__What is required__
Keep only the lines of the listing that include the word "icon", and copy them.

__Supplied records__
********
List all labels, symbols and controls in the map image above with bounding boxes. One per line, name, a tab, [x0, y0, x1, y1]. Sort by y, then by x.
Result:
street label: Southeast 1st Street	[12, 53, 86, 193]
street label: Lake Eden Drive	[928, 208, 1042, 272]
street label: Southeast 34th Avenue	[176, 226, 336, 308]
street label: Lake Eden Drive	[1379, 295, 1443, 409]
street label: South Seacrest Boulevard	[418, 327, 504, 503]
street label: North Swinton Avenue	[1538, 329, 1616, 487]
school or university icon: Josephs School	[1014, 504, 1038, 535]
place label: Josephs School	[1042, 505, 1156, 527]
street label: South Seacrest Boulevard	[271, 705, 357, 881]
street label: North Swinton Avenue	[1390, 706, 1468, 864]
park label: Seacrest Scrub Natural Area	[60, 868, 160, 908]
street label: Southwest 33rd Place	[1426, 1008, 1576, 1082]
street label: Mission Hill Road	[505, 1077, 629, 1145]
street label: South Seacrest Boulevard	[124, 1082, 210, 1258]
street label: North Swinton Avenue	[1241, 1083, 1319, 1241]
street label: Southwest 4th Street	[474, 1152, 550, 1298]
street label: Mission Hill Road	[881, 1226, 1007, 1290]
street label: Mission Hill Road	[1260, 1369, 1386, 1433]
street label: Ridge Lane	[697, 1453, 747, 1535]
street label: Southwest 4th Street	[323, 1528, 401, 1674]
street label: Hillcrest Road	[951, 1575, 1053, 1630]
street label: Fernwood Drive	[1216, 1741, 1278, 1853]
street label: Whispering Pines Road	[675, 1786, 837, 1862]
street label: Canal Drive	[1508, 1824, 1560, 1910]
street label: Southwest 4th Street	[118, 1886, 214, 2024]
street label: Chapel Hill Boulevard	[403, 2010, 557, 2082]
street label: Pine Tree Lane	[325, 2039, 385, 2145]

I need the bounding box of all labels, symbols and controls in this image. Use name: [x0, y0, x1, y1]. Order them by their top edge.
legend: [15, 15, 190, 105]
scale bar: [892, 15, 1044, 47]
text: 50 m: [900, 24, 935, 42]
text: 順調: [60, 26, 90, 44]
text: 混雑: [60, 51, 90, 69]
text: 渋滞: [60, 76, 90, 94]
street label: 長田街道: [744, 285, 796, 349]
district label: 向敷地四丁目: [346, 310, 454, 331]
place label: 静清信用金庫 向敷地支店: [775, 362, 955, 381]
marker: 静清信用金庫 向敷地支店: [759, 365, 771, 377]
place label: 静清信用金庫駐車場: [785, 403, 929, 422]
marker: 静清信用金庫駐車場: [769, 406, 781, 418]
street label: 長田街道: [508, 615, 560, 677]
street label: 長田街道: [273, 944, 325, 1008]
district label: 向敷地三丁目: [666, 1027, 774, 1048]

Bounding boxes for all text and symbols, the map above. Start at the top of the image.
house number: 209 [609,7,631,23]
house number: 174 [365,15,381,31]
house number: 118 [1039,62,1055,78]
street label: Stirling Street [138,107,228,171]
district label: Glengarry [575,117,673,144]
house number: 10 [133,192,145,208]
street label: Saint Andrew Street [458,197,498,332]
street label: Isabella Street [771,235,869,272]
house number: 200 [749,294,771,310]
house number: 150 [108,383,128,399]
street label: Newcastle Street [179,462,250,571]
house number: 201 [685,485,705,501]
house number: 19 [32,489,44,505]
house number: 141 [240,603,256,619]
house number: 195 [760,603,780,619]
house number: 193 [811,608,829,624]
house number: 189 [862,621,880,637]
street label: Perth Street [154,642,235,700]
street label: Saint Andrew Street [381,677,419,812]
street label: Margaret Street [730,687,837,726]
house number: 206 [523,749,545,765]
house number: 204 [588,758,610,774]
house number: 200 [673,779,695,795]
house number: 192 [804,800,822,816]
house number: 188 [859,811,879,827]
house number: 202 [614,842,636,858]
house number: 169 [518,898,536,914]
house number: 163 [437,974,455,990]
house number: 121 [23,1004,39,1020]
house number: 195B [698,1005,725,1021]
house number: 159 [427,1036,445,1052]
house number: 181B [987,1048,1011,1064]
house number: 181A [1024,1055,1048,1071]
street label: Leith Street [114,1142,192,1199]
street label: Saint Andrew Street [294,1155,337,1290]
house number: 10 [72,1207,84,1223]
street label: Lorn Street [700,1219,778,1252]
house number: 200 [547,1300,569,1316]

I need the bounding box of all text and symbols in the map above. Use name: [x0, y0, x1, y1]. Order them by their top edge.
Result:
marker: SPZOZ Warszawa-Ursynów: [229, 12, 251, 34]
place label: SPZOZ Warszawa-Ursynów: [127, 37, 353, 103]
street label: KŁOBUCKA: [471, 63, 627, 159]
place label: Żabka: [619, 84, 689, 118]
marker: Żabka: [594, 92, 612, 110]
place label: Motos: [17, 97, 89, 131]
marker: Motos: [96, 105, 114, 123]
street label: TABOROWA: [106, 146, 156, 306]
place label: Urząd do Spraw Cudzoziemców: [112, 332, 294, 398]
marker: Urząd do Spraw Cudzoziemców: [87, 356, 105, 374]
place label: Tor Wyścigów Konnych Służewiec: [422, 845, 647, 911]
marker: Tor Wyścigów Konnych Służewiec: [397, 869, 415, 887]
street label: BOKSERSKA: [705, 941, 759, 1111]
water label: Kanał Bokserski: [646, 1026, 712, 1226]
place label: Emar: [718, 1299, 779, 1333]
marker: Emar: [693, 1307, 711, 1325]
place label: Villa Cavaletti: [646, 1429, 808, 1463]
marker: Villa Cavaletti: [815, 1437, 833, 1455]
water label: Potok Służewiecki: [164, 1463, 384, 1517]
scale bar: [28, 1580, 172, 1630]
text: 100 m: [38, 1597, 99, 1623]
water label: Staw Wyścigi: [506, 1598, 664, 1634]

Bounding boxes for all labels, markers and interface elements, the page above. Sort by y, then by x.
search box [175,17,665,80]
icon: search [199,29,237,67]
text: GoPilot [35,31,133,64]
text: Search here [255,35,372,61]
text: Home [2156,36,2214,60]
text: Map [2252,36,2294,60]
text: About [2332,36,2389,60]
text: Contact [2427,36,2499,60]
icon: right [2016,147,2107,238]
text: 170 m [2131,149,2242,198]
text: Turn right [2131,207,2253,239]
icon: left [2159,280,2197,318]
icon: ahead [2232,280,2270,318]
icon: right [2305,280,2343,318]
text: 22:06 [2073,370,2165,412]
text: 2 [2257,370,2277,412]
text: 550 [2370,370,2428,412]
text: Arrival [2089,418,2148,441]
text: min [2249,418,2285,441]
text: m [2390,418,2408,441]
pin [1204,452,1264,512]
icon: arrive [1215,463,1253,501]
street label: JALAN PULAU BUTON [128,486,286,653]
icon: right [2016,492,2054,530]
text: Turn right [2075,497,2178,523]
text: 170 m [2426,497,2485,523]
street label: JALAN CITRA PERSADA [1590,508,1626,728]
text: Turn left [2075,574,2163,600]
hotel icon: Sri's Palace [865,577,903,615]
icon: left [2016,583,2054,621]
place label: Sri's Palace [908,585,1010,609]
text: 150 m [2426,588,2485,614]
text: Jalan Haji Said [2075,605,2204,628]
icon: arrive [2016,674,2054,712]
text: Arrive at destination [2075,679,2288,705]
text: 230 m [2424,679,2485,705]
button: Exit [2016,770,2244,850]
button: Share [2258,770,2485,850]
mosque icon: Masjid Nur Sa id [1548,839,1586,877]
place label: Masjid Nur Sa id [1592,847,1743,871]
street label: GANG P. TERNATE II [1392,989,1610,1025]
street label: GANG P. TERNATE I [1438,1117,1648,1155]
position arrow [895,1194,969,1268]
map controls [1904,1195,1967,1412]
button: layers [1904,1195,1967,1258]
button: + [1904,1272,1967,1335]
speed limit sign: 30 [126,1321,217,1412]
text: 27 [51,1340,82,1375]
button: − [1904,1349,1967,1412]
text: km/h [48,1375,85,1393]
********
__Output of the task__
school or university icon: Josephs School	[1014, 504, 1038, 535]
icon: search [199,29,237,67]
icon: right [2016,147,2107,238]
icon: left [2159,280,2197,318]
icon: ahead [2232,280,2270,318]
icon: right [2305,280,2343,318]
icon: arrive [1215,463,1253,501]
icon: right [2016,492,2054,530]
hotel icon: Sri's Palace [865,577,903,615]
icon: left [2016,583,2054,621]
icon: arrive [2016,674,2054,712]
mosque icon: Masjid Nur Sa id [1548,839,1586,877]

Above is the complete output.